Das jüngste Kind war gerade mal drei Jahre alt, als es starb. Einige Erwachsene hatte man vor ihrem Tod sogar gefesselt. Ihre Leichen warf man später über die Stadtmauer von Lagos im Süden Portugals. Und so lagen dort unbemerkt die Überreste von 158 Menschen, bis im Jahr 2009 Bauarbeiter im Ortsteil Valle da Gafaria plötzlich auf die Knochen stiessen, in einer meterdicken Schicht städtischen Abfalls aus dem 15. bis 17. Jahrhundert.
In einer anschliessenden Grabung fanden Archäologen Tausende menschliche Knochen – eine Überraschung für die Wissenschaftler um Maria Teresa Ferreira von der Universität Coimbra. Denn die Bauarbeiter entdeckten den bislang ältesten Sklavenfriedhof der europäischen Geschichte. Ähnliche Grabstätten sind nur aus der Neuen Welt bekannt und auch deutlich später entstanden. «Wir hatten Dinge wie Tonscherben oder Tierknochen von Schweinen, Ziegen oder Hühnern erwartet, aber nicht die Knochen von 158 Menschen aus Afrika», sagt Ferreira.
Portugal wurde dank den Erträgen aus der Sklaverei eine Seemacht.
Nur ein ehemaliges Leprahaus vor der Stadtmauer war ihnen bereits bekannt gewesen, die Überreste von elf leprakranken Menschen hatten die Archäologen im Laufe der Grabung an einer zweiten Fundstelle seitlich der Mauer aufgespürt. Sie waren alle ordentlich bestattet worden, im Gegensatz zu den Sklaven. Deren Leichen wurden offensichtlich achtlos über die Stadtmauer in eine Abfallgrube geworfen.
Die sterblichen Überreste von 49 Heranwachsenden, 107 Frauen und Männern und zwei nicht klassifizierbaren Menschen holten die Forscher aus ihrer unwürdigen Grabstätte. Daneben auffällig wenig persönliche Gegenstände: ein Armreif, ein paar Ringe und Halsketten, ein Glasfläschchen und ein kleiner Stab aus Elfenbein.

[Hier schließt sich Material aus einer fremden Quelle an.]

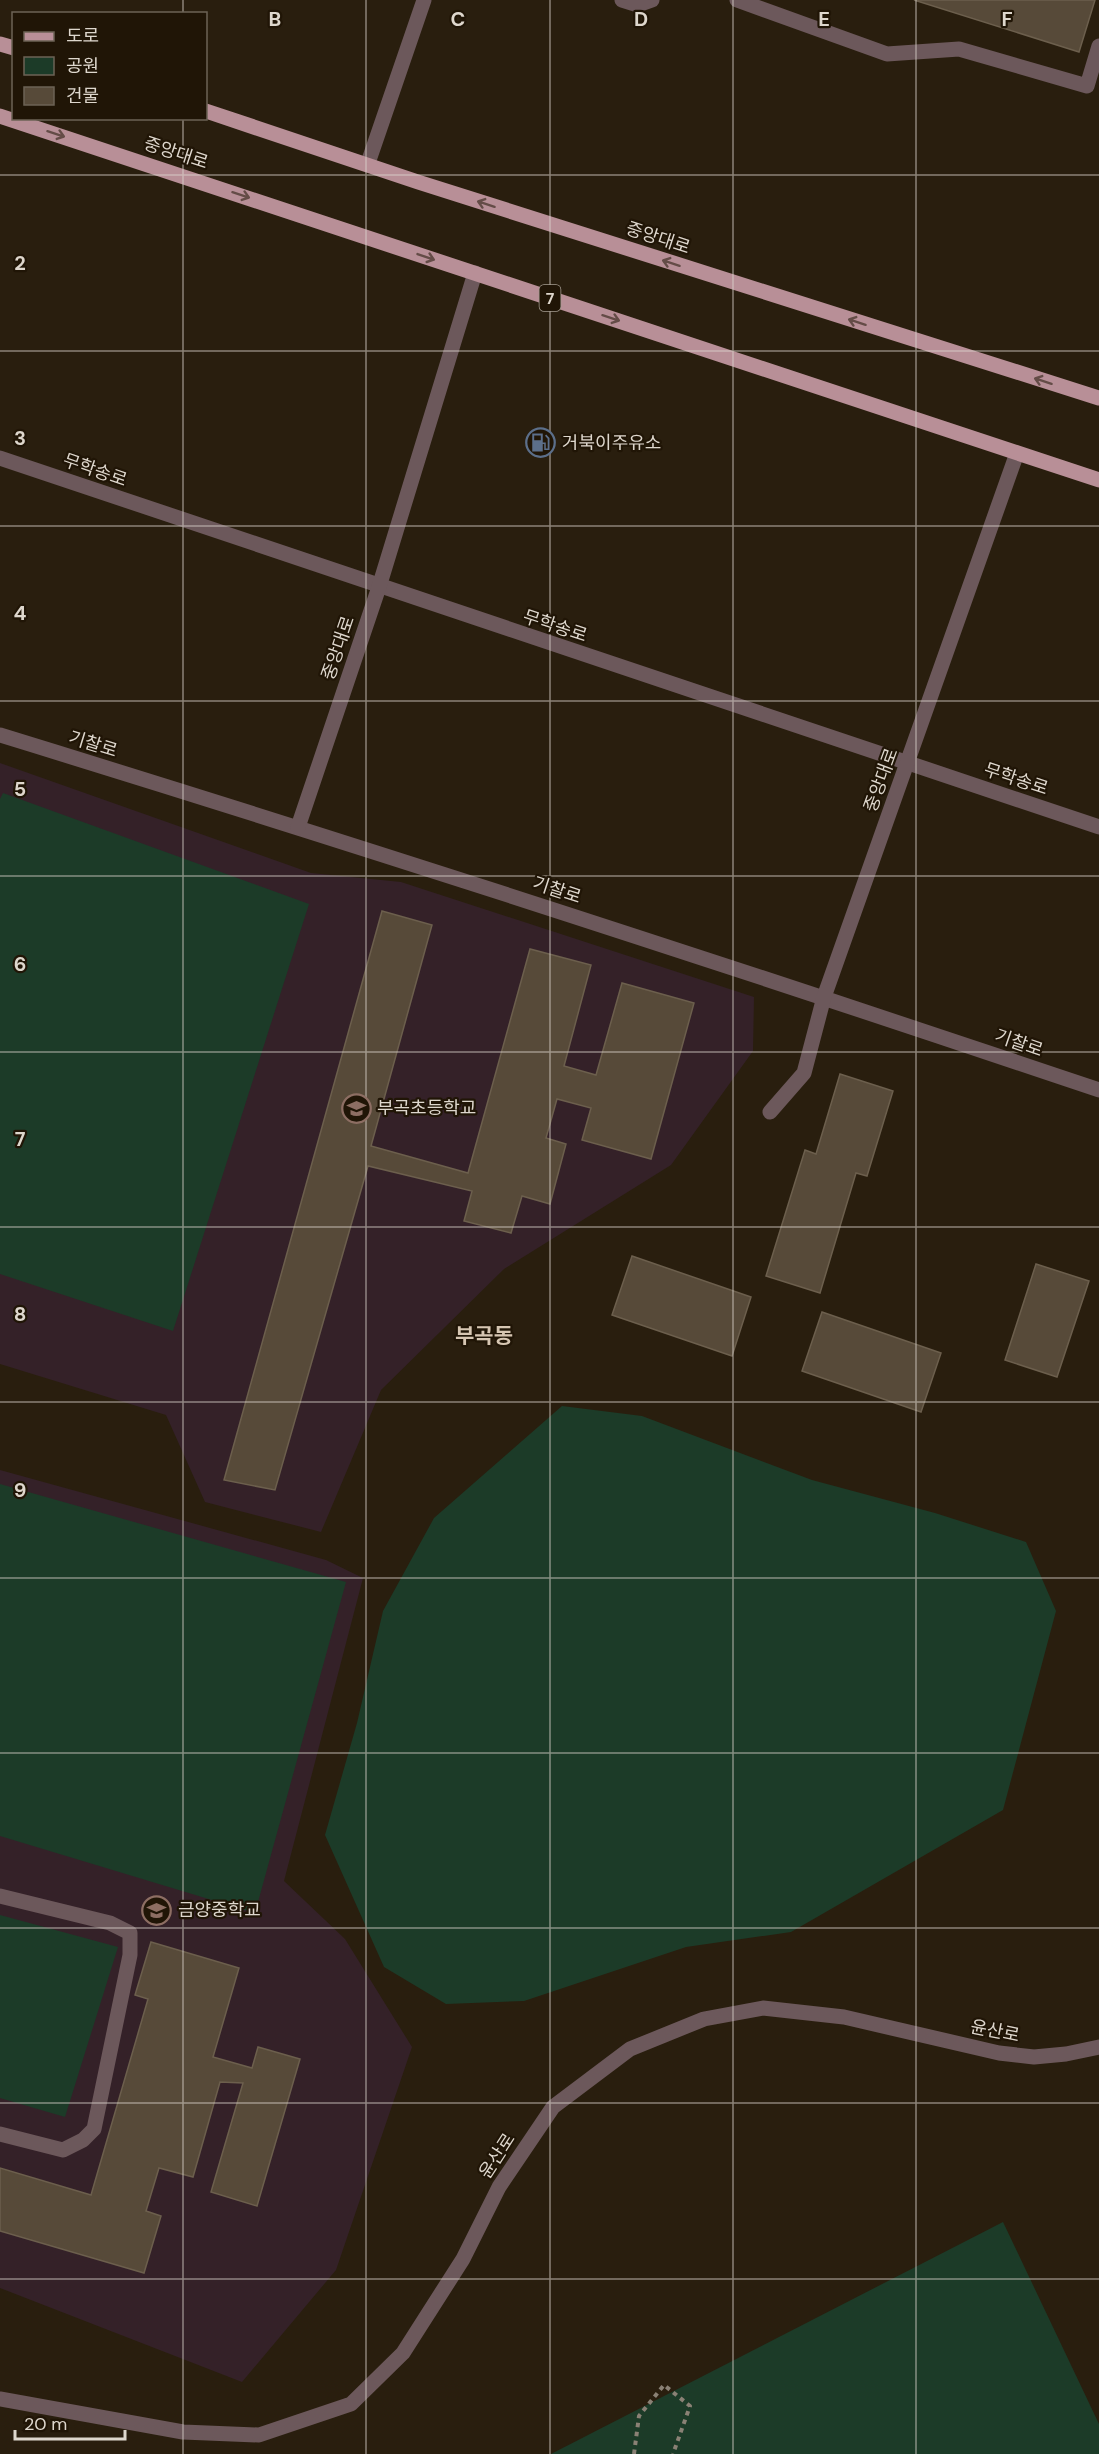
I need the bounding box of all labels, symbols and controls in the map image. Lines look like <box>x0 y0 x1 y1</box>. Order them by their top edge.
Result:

Maria Ferreira wusste bereits, dass Lagos Mitte des 15. Jahrhunderts der wichtigste europäische Hafen für Sklaven war, anfangs sogar wichtiger als Lissabon. Doch wollte die Archäologin herausfinden, ob die Toten tatsächlich Sklaven aus Afrika waren. Konnte man aus den Knochen ablesen, welches Schicksal sie fern der Heimat erfahren hatten? Und wann und woran waren die Menschen gestorben?
Was die Knochen erzählen
Die Anthropologen begannen, die Skelette wissenschaftlich zu untersuchen. Die Forscher säuberten die Knochen, katalogisierten und vermassen sie. Das Team um Ferreira ermittelte zunächst Basisdaten der Individuen wie Grösse, Geschlecht, Alter, Verletzungen, Gesundheitszustand. Es war ein Puzzle, bei dem allerdings einige Teile fehlen oder kaputt sind. Immerhin lagen die Knochen der meisten Toten noch gut erkennbar beisammen. Einmal zugeordnet, wurde jedes Fundstück mit 3-D-Technik einzeln digitalisiert.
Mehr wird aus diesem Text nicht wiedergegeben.